A total of 72 ITS sequences were confirmed as R. bella: 5 from this study and 67 from GenBank. All of these sequences are from specimens in East Asia, i.e. from South Korea, China, and Japan. Of the ITS sequences in the R. bella clade, 31 were initially misidentified as the European R. violeipes, 35 ambiguously labelled as “Russula sp.”, and one labelled as Russula cf. violeipes. A total of 33 specimens for which ITS sequences were newly generated or retrieved from GenBank belonged to a new species clade, R. orientipurpurea. The twenty nine ITS sequences from GenBank originated from South Korea, China, and Japan. Of these, 22 were mislabelled as the North American R. mariae and seven were labelled as “Russula sp.” (Suppl. material 1: Table S1). The R. orientipurpurea clade was closely related to R. mariae, but they were clearly separated (Figs 1, 2). One specimen (SFC20160726-13) formed a unique clade with three Chinese specimens and we define it as an undetermined species. Two Indian species were positioned as a sister clade of the Russula sp. clade.

Figure 2. 

Maximum Likelihood (ML) tree based on the second largest subunit of RNA polymerase II (rpb2), mitochondrial small subunit ribosomal DNA region (mtSSU), and the translation elongation factor 1-alpha (tef1α) sequences of Russula subsect. Amoeninae species and representatives from closely related subgenera. Species in boldface are described in this study. ML bootstrap values >70 and Bayesian Inference posterior probability >0.90 are shown. Stars indicate clades with 100 ML bootstrap values and 1.0 Bayesian posterior probabilities.

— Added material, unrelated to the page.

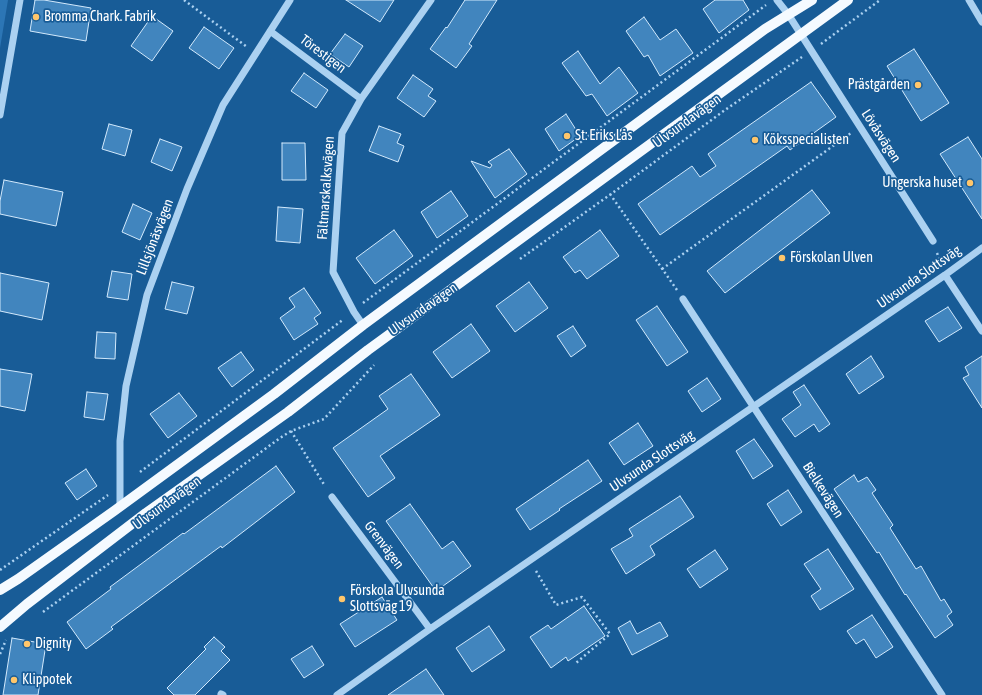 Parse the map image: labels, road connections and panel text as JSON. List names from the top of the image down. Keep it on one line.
{"streets":{"main road":["Ulvsundavägen"],"street":["Törestigen","Lövåsvägen","Fältmarskalksvägen","Lillsjönäsvägen","Ulvsunda Slottsväg","Bielkevägen","Grenvägen"]},"crossings":[["Törestigen","Fältmarskalksvägen"],["Törestigen","Lillsjönäsvägen"],["Ulvsundavägen","Lövåsvägen"],["Ulvsundavägen","Fältmarskalksvägen"],["Ulvsundavägen","Lillsjönäsvägen"],["Ulvsunda Slottsväg","Bielkevägen"],["Ulvsunda Slottsväg","Grenvägen"]],"places":["Bromma Chark. Fabrik","Prästgården","St: Eriks Lås","Köksspecialisten","Ungerska huset","Förskolan Ulven","Förskola Ulvsunda Slottsväg 19","Dignity","Klippotek"]}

Russula amoena, R. amoenicolor, R. andaluciana, and R. violeipes were monophyletic (Fig. 1). The European Mediterranean samples have similar morphology with R. amoenicolor. However, phylogenetic analysis showed that they are likely not conspecific. Therefore, we named them as “R. cf. amoenicolor” in this study. The North American samples formed five clades. Of these, only two clades are labelled with species names (R. mariae and R. alachuana). The four Australian samples formed two well-supported clades that do not overlap with samples from other continents.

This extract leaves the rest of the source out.